▸ **Exercise instructions**
Every line of the entries below that carries the string "rotate" should be copied.

Saved entries
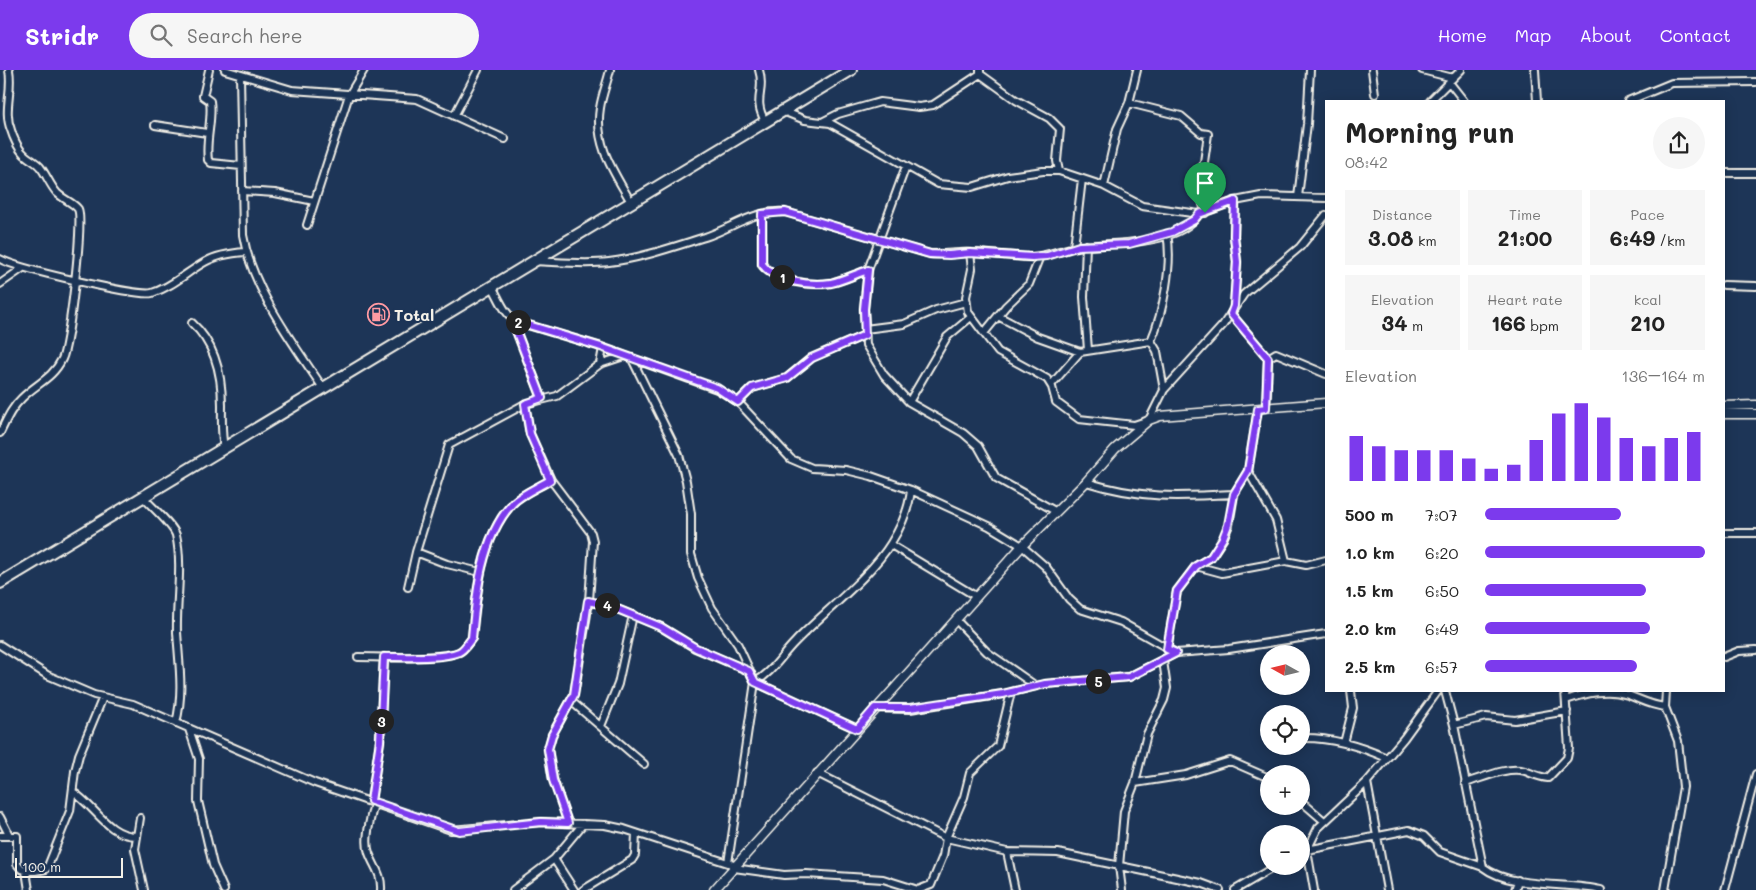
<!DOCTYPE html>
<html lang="en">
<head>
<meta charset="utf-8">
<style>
  :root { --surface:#fff; --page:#f6f6f6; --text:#222; --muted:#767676; --accent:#7c3aed }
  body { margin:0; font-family:Mali,sans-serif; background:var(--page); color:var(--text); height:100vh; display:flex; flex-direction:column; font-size:19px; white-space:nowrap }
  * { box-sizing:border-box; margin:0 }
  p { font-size:16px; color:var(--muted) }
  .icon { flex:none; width:28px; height:28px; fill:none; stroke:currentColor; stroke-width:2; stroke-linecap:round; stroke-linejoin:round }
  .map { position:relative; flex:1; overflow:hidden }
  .details { position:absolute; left:1325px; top:30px; width:400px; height:592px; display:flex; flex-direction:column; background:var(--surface); border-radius:0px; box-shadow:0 2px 12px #0003 }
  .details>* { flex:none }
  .needle { width:32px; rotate:278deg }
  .tools { position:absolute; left:1260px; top:575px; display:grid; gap:10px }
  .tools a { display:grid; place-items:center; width:50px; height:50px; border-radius:50%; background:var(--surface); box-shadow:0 2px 12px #0003; font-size:25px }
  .scale { position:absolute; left:15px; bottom:12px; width:108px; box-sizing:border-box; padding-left:5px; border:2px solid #f4f1e8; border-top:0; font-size:14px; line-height:18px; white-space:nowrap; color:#f4f1e8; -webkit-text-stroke:4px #1d3557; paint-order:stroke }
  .pin { position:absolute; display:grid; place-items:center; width:42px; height:42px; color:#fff; margin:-51px -21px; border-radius:50% 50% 50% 0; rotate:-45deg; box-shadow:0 0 5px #0007 }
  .pin .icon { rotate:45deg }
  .km { position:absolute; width:25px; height:25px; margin:-12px; border-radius:50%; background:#222; color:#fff; font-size:14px; line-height:25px; text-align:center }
  .round { display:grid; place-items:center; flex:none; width:52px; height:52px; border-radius:26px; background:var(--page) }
  .head { display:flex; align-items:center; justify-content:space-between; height:85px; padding:0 20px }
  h1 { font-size:28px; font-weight:700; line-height:38px }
  .metrics { display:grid; grid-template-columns:repeat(3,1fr); gap:8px; height:85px; padding:5px 20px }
  .metrics div { display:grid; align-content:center; border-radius:0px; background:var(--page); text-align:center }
  .metrics b { font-size:21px; font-weight:700 }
  .metrics small { font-size:14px; font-weight:400 }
  .metrics p { font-size:14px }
  .chart { height:140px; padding:10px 20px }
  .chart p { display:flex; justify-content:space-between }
  .chart svg { width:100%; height:90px; margin-top:5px; stroke:var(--accent); stroke-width:6 }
  ul { padding:0 20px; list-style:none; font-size:16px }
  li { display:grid; grid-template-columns:80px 60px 1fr; align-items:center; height:38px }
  li i { height:12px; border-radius:6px; background:var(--accent) }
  header { display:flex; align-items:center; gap:30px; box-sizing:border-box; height:70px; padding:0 25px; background:var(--accent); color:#fff }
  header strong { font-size:24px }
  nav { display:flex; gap:28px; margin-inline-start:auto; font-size:18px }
  .search { width:350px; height:45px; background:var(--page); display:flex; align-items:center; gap:12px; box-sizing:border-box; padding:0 18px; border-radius:28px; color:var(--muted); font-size:19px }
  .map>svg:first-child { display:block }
</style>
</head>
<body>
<header>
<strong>Stridr</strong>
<div class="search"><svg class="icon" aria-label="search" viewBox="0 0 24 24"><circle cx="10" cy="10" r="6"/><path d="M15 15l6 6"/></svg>Search here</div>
<nav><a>Home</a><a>Map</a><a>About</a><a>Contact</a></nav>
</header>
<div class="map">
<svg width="1756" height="820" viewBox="0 0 1756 820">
  <rect width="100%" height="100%" fill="#1d3557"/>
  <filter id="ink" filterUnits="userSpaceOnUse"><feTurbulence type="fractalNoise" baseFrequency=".02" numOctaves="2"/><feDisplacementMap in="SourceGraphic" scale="10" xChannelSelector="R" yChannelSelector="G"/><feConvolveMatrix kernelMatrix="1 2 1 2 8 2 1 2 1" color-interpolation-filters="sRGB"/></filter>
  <g filter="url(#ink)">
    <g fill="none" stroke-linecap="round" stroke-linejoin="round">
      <defs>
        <path id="minor" d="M 209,0 L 203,26 L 210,31 C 213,50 205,70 208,90 L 211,93 L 241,96
          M 225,0 L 292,20 L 417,29 L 505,69
          M 610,0 C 607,13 602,25 600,38 C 594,75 614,102 631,132
          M 759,0 C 766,21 752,28 765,51
          M 1372,0 L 1375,24
          M 1422,0 L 1453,8
          M 1535,0 L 1537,31
          M 980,4 L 1016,30 L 1049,48 L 1060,59 L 1057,91 L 1059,101
          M 240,5 L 243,165 C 252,219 293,273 323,318
          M 1449,12 L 1464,31
          M 1430,31 L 1461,0
          M 1628,31 L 1672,13 L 1756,12
          M 1129,33 L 1181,46 L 1201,63 L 1208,64 L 1200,120 L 1205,143
          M 783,41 L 805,50 L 830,53 L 938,114 L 972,117 L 1008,106 L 1043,101 L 1059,101 L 1104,116 L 1142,136 L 1199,144 L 1235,131 L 1261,126 L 1326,128
          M 454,46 L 478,0
          M 824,51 L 838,44 L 880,32 L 919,37 L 933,35 L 980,4 L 980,0
          M 155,55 L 207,63
          M 906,96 L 868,200 L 864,239 L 866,275 L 884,305 L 909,332 L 963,363 L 978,376 L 996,408 L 1055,441
          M 1724,103 L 1756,103
          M 1104,116 L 1117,59 L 1129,33 L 1137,0
          M 242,121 L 275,123 L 314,131
          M 1298,127 L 1307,54 L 1310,0
          M 762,144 L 762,195 C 775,212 811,216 831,213 C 844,210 856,204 868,200
          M 307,155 L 349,25 L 364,0
          M 1086,175 L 1084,227 L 1088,280
          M 1074,177 L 1082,109
          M 970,183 L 972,199 L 966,227 L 968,242 L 998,282 L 1047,309 L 1052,317 L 1056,332 L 1079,349 L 1134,355 L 1149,350 L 1164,320 L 1223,255 L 1244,224 L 1300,177 L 1326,145
          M 0,189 C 16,198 138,227 152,223 C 172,217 187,202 205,192 C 217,185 232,183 246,182
          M 535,191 C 559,192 584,195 609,192 C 639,189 676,176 705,167 C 734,157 753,140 785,142 L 930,184 C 945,185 958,182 972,183 C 992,183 1013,187 1033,187 C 1048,186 1062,179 1077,177 C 1112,172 1177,177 1199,144
          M 0,214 L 23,198
          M 1724,215 L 1756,216
          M 492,216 C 499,228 505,246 518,252 L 598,276 L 717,319 L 738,332 L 791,389 L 812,398 L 846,400 L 871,406 L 911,420 L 989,456 L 1022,476 L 1046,497 L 1069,529 L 1080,539 L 1121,552 L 1176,583
          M 1234,237 L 1237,192 L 1234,166 L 1235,131
          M 1231,244 L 1268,288 L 1266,338
          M 998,246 L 1038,267 L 1080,282 L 1151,271 C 1163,243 1173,194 1167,164
          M 512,250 L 542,328
          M 192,253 C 215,274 222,304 222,335 C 222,350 221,363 224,378
          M 865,259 L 904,254 L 936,240 L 966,232
          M 984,263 L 1006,236 L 1029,214 L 1040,186
          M 1151,271 L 1157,281 L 1164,320
          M 1268,288 L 1276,283 L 1326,304
          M 632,289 L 679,385 L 686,411 L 691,444 L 691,484 L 698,508 L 712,538 L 738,575 L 755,612 L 857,659
          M 600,294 L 603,278
          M 1051,315 L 1080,282
          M 738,332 L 752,318 L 787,308 L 811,288 L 865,265
          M 909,332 L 947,267 L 971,247
          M 525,334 L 530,364 L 551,410 L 591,463 L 593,471 L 589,531 L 574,625 L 552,665 L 548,679 L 553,709 L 568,753
          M 0,363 C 6,351 11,338 22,328 C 36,314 53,308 62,289 C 69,275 84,150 78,139 C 74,133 63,129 57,123 C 50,115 47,106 41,98 C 36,91 28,89 23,83 C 18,78 13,67 11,60 C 3,41 13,20 9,0
          M 1248,401 L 1276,450 L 1286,491
          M 1086,412 C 1141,429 1178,427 1234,424
          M 143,427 C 151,436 173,455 176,465 C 183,495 176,530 177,562 C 179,594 184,622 176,653
          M 1724,463 L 1756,463
          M 891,475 L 977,527
          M 416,482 L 447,494 L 480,502
          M 1196,496 L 1222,503 L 1286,491 L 1306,495 L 1326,490
          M 408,517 L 416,482 L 449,375 L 525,334 L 557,326 L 600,294 L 624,286
          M 589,531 L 610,536 L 661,557 L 695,578 L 749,601
          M 956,550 L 987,582 L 1036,616
          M 0,575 L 47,605 L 94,625 L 133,634 L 315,713 L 451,760 L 541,752 L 605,755 L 624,759 L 737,796
          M 1167,579 L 1177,521 L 1196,496 L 1211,487 L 1223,469 L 1229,455 L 1234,424 L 1248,401 L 1258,339
          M 358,587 C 380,587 441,590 459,582 C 464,580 468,573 472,568 C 476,526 481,468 512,434 C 521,424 539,417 551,410
          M 1724,587 L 1739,581 L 1756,580
          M 755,612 C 772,603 781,586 795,572 C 823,543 871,506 891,473 C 901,457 909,439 911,420
          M 1445,621 L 1454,655 L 1483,797
          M 1566,630 C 1586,623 1607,618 1628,625 C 1642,630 1649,635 1665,637
          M 571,631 L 644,694
          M 875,638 L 910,639 L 1003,624 L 1045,614 L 1129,607 L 1176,583 L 1229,579 L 1326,564
          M 1454,655 L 1486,647 L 1515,650 L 1567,641
          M 601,656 L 618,614 L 633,545
          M 189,659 L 199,689 L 198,731 L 213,795 L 224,820
          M 1301,668 C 1331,667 1360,676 1387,688
          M 1344,673 L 1353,638 L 1351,621
          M 817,703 L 946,768 L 1007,782 L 1058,783 L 1201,813 L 1220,820
          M 1367,712 L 1387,820
          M 1135,713 L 1186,705 L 1230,691 L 1269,708
          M 1465,713 C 1483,708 1507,696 1525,701 C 1533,704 1538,707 1548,708 L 1567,688 L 1569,678 L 1565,621
          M 73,722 C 95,736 108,766 136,766
          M 371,731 L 380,671 L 384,587
          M 1301,731 L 1323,750
          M 374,733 C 371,747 364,769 369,783 C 374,797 382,804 381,820
          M 0,747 L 9,765
          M 140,748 L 135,779 L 144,820
          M 0,766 L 17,766 L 17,794 L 21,799 L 35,801 L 46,799 L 48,796 L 70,741 L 75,701 L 79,685 L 103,627
          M 1007,782 L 1015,820
          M 1301,783 L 1307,780 L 1409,760 L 1424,766 L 1440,782 L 1483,797 C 1511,819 1567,812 1601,820
          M 554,789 L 574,820
          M 728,793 L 755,612
          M 734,798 L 784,805 L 806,804 L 883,809 L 918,820 L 931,815 L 943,786 L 946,768 L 964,727 L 970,703 L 998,676 L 1011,622
          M 26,801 L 29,820
          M 513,820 L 554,789 L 583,754
          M 583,820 L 632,790 L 635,785 L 636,763
          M 1122,820 L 1119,796 L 1124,741 L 1135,713 L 1147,664 L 1164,630 L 1167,618 L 1163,591
          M 1235,820 L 1276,796
          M 1314,820 L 1307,780 L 1318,758 L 1367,712 L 1404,668 L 1438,621
          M 1515,820 L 1518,810
          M 1665,820 L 1683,717 L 1678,671 L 1665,637 L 1666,621
          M 1725,820 L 1756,704"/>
        <path id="tertiary" d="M 1724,336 L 1756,335
          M 1724,344 L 1756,344
          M 714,820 L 1022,476 L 1086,412 L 1115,379 L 1149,350 L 1160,346 L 1326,333"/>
        <path id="trunk" d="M 0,513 L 851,0"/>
      </defs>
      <!-- minor casing -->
      <use href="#minor" stroke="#f4f1e8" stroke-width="10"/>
      <!-- tertiary casing -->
      <use href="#tertiary" stroke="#f4f1e8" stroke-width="11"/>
      <!-- trunk casing -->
      <use href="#trunk" stroke="#f4f1e8" stroke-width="14"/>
      <!-- minor -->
      <use href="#minor" stroke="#1d3557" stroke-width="6"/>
      <!-- tertiary -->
      <use href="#tertiary" stroke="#1d3557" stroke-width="8"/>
      <!-- trunk -->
      <use href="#trunk" stroke="#1d3557" stroke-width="10"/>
    </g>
  </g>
  <g fill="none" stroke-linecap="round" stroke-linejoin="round" filter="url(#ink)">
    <defs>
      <path id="route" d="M 1235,131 L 1234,166 L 1237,192 L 1234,236 L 1231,244 L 1268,288 L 1266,338 L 1258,339 L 1248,401 L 1234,424 L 1228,455 L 1223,468 L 1211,487 L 1196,496 L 1177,521 L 1167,579 L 1176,583 L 1129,607 L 1045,614 L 1003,624 L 910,638 L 875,638 L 857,659 L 755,612 L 749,601 L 696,578 L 661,557 L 610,536 L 588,531 L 574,625 L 552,665 L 548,679 L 553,710 L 568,753 L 541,752 L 459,761 L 371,731 L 380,671 L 384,587 C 403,587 442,589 459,582 C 464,580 468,573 472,568 C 476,525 481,468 512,434 C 521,424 539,417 550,410 L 530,364 L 525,334 L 542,328 L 512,250 L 598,276 L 717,318 L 738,332 L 752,318 L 787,308 L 812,288 L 865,265 L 864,239 L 868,200 C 856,204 844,210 831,213 C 811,216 775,212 762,194 L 762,144 L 785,142 L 930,184 L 949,185 L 970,183 L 1032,187 L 1047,186 L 1079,176 L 1129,174 L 1172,162 L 1194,150 L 1199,144 Z"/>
    </defs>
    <!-- route casing -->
    <use href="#route" stroke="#fff" stroke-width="10"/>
    <!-- route -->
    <use href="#route" stroke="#7c3aed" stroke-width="6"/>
  </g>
  <!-- icons -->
  <defs>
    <symbol id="fuel-ring" viewBox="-11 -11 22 22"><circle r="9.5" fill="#1d3557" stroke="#ff9aa2" stroke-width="1.5"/><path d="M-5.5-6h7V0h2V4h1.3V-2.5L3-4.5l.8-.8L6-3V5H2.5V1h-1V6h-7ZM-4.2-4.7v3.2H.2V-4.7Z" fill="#ff9aa2"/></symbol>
  </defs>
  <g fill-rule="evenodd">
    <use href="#fuel-ring" x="366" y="232" width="25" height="25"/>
  </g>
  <g text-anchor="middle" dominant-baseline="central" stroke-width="4" stroke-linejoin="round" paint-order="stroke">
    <!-- poi labels -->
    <g font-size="16" font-weight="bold" fill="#f4f1e8" stroke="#1d3557" text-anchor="start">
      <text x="394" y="244">Total</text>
    </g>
  </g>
</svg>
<div class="tools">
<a><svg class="needle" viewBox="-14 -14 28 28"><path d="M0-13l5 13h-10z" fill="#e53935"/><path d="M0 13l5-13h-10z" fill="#767676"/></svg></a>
<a><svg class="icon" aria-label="locate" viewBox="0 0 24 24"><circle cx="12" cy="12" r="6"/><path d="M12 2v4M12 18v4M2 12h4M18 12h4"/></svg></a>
<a>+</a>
<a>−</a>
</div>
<div class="scale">100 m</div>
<div class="pin" style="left:1205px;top:143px;background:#1e9e55"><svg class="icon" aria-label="arrive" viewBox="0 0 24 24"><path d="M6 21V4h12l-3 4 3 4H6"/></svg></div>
<b class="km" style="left:782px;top:207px">1</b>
<b class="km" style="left:518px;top:252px">2</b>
<b class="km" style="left:381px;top:651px">3</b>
<b class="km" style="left:607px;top:535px">4</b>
<b class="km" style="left:1098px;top:611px">5</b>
<section class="details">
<div class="head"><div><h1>Morning run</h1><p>08:42</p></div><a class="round"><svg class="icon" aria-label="share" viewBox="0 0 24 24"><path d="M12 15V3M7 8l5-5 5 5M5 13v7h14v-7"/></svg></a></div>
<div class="metrics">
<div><p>Distance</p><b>3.08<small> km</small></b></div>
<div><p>Time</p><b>21:00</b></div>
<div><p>Pace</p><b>6:49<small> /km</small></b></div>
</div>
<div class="metrics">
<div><p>Elevation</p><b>34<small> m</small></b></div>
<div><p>Heart rate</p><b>166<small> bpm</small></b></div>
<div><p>kcal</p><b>210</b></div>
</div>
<div class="chart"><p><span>Elevation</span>136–164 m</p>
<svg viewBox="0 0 160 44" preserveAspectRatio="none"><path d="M5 44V22M15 44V27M25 44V29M35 44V29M45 44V29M55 44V33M65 44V38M75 44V36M85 44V24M95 44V11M105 44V6M115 44V13M125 44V23M135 44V27M145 44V23M155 44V20"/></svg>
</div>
<ul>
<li><b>500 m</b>7:07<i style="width:62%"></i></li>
<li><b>1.0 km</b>6:20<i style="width:100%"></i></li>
<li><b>1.5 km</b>6:50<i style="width:73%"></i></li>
<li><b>2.0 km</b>6:49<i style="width:75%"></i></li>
<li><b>2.5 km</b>6:57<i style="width:69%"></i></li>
</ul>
</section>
</div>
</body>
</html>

▸ **Output below**
  .needle { width:32px; rotate:278deg }
  .pin { position:absolute; display:grid; place-items:center; width:42px; height:42px; color:#fff; margin:-51px -21px; border-radius:50% 50% 50% 0; rotate:-45deg; box-shadow:0 0 5px #0007 }
  .pin .icon { rotate:45deg }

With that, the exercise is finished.